Collected data entries
--------
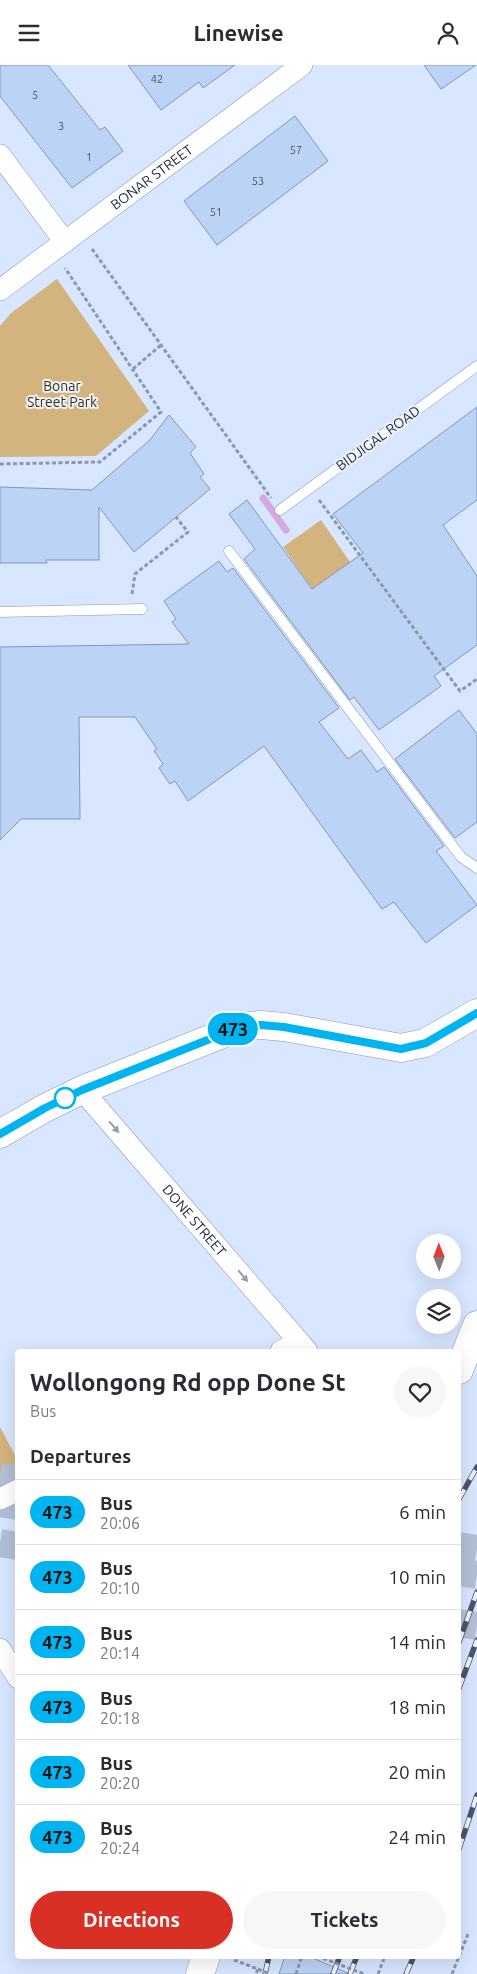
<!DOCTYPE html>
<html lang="en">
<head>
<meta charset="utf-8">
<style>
  body { margin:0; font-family:Ubuntu,sans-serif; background:#f7f7f7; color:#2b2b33; height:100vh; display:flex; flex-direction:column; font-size:19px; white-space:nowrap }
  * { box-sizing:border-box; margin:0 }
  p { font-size:16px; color:#7c7c81 }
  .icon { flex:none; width:28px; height:28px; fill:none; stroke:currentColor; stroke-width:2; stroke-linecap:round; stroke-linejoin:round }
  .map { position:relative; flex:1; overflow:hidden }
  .details { position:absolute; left:15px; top:1284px; width:446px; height:610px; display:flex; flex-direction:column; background:#fff; border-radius:5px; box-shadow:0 5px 20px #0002 }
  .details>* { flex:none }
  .badge { padding:0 10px; border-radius:16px; font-size:18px; line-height:32px }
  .needle { width:32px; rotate:359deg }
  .buttons { position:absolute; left:416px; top:1169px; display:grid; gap:10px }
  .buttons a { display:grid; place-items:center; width:45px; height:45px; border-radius:50%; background:#fff; box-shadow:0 5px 20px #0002; font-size:25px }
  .map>.badge { position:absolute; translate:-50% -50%; box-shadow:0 0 0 2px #fff }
  h2 { padding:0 15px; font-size:19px; line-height:45px }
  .round { display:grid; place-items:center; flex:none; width:52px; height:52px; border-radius:26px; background:#f7f7f7 }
  .summary { display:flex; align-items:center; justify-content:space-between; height:85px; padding:0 15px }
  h1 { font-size:24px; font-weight:700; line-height:38px }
  .cta { display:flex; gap:10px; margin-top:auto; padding:10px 15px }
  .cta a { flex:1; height:58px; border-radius:30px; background:#d93025; color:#fff; font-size:20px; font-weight:700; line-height:58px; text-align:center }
  .cta a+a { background:#f7f7f7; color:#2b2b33 }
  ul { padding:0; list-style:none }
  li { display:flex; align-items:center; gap:15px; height:65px; padding:0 15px; border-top:1px solid #e1e1e2 }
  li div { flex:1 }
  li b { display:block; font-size:19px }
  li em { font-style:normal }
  li .badge { min-width:55px; font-weight:700; text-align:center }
  header { display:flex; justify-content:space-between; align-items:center; height:65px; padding:0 15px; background:#fff; font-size:22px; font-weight:700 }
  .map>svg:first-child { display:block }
  .green { fill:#d3b37e }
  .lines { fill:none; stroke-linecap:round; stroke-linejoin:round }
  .stream { stroke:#d6a8df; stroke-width:7 }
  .building { fill:#bdd3f6; stroke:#8096bb }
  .highway-tunnel { stroke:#b2bfd6; stroke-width:28; stroke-dasharray:28 14; stroke-linecap:butt }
  .lane-casing { stroke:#8298be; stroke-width:11 }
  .street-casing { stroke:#8298be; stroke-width:22 }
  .secondary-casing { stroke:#8298be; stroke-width:29 }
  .path { stroke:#8b97ab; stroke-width:3; stroke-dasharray:4 2.5; stroke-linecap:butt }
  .lane { stroke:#fff; stroke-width:10 }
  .street { stroke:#fff; stroke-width:21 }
  .secondary { stroke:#fff; stroke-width:28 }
  .rail-casing { stroke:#4b5567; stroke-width:5.5 }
  .rail { stroke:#eef3fb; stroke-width:4; stroke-dasharray:11; stroke-linecap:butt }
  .path-bridge { stroke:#8b97ab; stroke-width:3; stroke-dasharray:4 2.5; stroke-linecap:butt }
  .oneway { fill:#999da4 }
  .line-casing { stroke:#fff; stroke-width:11 }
  .line { stroke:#00b5ef; stroke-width:8 }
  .stop-dot { fill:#fff; stroke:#00b5ef; stroke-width:2.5 }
  .labels { text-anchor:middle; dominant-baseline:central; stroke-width:4; stroke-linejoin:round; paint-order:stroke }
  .number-label { font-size:11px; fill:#445064 }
  .street-label { font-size:14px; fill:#1c2534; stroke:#eef3fb }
  .park-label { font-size:14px; fill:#3d2e11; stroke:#eef3fb }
</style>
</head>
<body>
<header><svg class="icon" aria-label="menu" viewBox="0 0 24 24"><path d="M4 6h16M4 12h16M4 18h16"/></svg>Linewise<svg class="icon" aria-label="person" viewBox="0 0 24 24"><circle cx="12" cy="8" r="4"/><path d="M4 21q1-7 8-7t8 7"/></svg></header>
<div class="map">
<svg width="477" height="1909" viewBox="0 0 477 1909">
  <rect width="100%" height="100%" fill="#d8e6ff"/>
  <path class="green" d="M57,214L149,346L96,391L0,392V261L11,248Z
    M321,455L350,497L312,524L283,482Z
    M0,1362L17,1394V1402L0,1410Z"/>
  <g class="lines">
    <path class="stream" d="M263,433L286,465"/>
  </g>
  <path class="building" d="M0,0H48L100,65L105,62L123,86L72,123L0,31Z
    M128,0H235L203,23L199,17L161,45Z
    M424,0H476L441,24Z
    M295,51L328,96L217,180L184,136Z
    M477,342V435L443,460L477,511V580L434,611L441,621L379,665L354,632L350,635L244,494L255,484L229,449L247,435L312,524L363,488L333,449Z
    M169,350L196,382L190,388L204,409L200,412L210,424L134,487L99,442V495H46L47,498H0V422L92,425L150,375Z
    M219,496L227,507L233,503L339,643L319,657L348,694L361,685L377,707L384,702L444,781L436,786L477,840L426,878L394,837L382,844L264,681L188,736L175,716L170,719L159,703L163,699L154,686L157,684L135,652H79L80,754H21L0,775V582L189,579L172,557L176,554L164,536Z
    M459,645L477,669V757L455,773L395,694Z
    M285,1891H308L350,1909H279Z"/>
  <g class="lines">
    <path class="highway-tunnel" d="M0,1412L18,1415
      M0,1438L18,1441
      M0,1478L18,1481
      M459,1481L477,1484
      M459,1507L477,1510
      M459,1558L477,1561"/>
    <g class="lane-casing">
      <path id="lane" d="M280,445L477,301
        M229,486L461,792L477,803
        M0,547L142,544"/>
    </g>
    <g class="street-casing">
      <g id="street">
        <path d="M0,90L65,177"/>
        <path id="s1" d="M0,225L302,0"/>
        <path id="s2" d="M82,1025L307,1286"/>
        <path d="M281,1286L299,1277"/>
        <path d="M0,1434L18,1425"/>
        <path d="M0,1584L18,1613"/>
      </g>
    </g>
    <g class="secondary-casing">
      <path id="secondary" d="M0,1069L45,1043L82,1025L240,962L261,960L284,962L401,983L425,978L477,948
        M459,1305L477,1260
        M200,1909L206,1891"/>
    </g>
    <path class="path" d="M92,184L271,433
      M133,304L161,280
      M0,399L100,397L161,347L65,203
      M319,435L460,626L477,614
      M132,529L135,509L188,467L176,452
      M234,1895L258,1904L256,1909
      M296,1909L302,1891
      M378,1909L385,1891
      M452,1909L468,1869"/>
    <use href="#lane" class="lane"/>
    <use href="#street" class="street"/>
    <use href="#secondary" class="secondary"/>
    <g class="rail-casing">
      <path id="rail" d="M459,1434L477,1402
        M459,1577L477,1527
        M459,1623L477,1575
        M459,1784L477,1730
        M265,1909L269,1891
        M333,1909L340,1891
        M350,1909L357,1891
        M406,1909L414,1891"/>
    </g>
    <use href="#rail" class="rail"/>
    <path class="path-bridge" d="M317,1891L364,1909
      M258,1904L270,1909"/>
  </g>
  <defs><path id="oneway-solid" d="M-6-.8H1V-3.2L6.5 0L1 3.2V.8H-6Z" transform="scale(1.25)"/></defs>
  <g class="oneway">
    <use href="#oneway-solid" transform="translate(114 1062) rotate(49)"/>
    <use href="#oneway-solid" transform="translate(243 1211) rotate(50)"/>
  </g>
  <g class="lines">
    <g class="line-casing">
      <path id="line" d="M0,1069L45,1043L82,1025L240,962L261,960L284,962L401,984L426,978L477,948"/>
    </g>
    <use href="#line" class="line"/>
  </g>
  <circle class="stop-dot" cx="65" cy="1033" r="10"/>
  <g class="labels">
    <g class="number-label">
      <text x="157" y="14">42</text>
      <text x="35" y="30">5</text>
      <text x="61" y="61">3</text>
      <text x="296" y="85">57</text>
      <text x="89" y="92">1</text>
      <text x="258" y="116">53</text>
      <text x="216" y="147">51</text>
    </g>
    <g class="street-label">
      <text stroke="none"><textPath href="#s1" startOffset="189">BONAR STREET</textPath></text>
      <text transform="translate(378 373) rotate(-36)">BIDJIGAL ROAD</text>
      <text stroke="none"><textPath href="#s2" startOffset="172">DONE STREET</textPath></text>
    </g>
    <g class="park-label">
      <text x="62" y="321">Bonar<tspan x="62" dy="16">Street Park</tspan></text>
    </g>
  </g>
</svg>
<div class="buttons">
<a><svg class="needle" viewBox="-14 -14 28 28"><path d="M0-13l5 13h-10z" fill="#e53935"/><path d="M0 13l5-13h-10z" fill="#7c7c81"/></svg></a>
<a><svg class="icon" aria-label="layers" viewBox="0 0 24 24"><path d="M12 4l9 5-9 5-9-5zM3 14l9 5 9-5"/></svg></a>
</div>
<b class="badge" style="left:233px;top:964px;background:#00b5ef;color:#111">473</b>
<section class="details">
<div class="summary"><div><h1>Wollongong Rd opp Done St</h1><p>Bus</p></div><a class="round"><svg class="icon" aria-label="heart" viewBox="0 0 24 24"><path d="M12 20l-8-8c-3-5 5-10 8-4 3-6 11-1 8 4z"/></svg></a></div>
<h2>Departures</h2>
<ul>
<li><span class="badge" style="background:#00b5ef;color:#111">473</span><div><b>Bus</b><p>20:06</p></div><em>6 min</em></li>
<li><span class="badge" style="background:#00b5ef;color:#111">473</span><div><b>Bus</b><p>20:10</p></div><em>10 min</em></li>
<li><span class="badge" style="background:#00b5ef;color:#111">473</span><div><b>Bus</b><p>20:14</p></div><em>14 min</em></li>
<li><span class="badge" style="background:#00b5ef;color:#111">473</span><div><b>Bus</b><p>20:18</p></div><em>18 min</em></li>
<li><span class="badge" style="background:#00b5ef;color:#111">473</span><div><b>Bus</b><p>20:20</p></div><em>20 min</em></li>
<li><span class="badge" style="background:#00b5ef;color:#111">473</span><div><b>Bus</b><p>20:24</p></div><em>24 min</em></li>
</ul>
<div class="cta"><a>Directions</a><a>Tickets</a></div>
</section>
</div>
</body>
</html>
--------
*WHAT IS REQUIRED*: Every line of the entries that includes "buttons" must be copied into the answer.

*EXERCISE ANSWER*:
  .buttons { position:absolute; left:416px; top:1169px; display:grid; gap:10px }
  .buttons a { display:grid; place-items:center; width:45px; height:45px; border-radius:50%; background:#fff; box-shadow:0 5px 20px #0002; font-size:25px }
<div class="buttons">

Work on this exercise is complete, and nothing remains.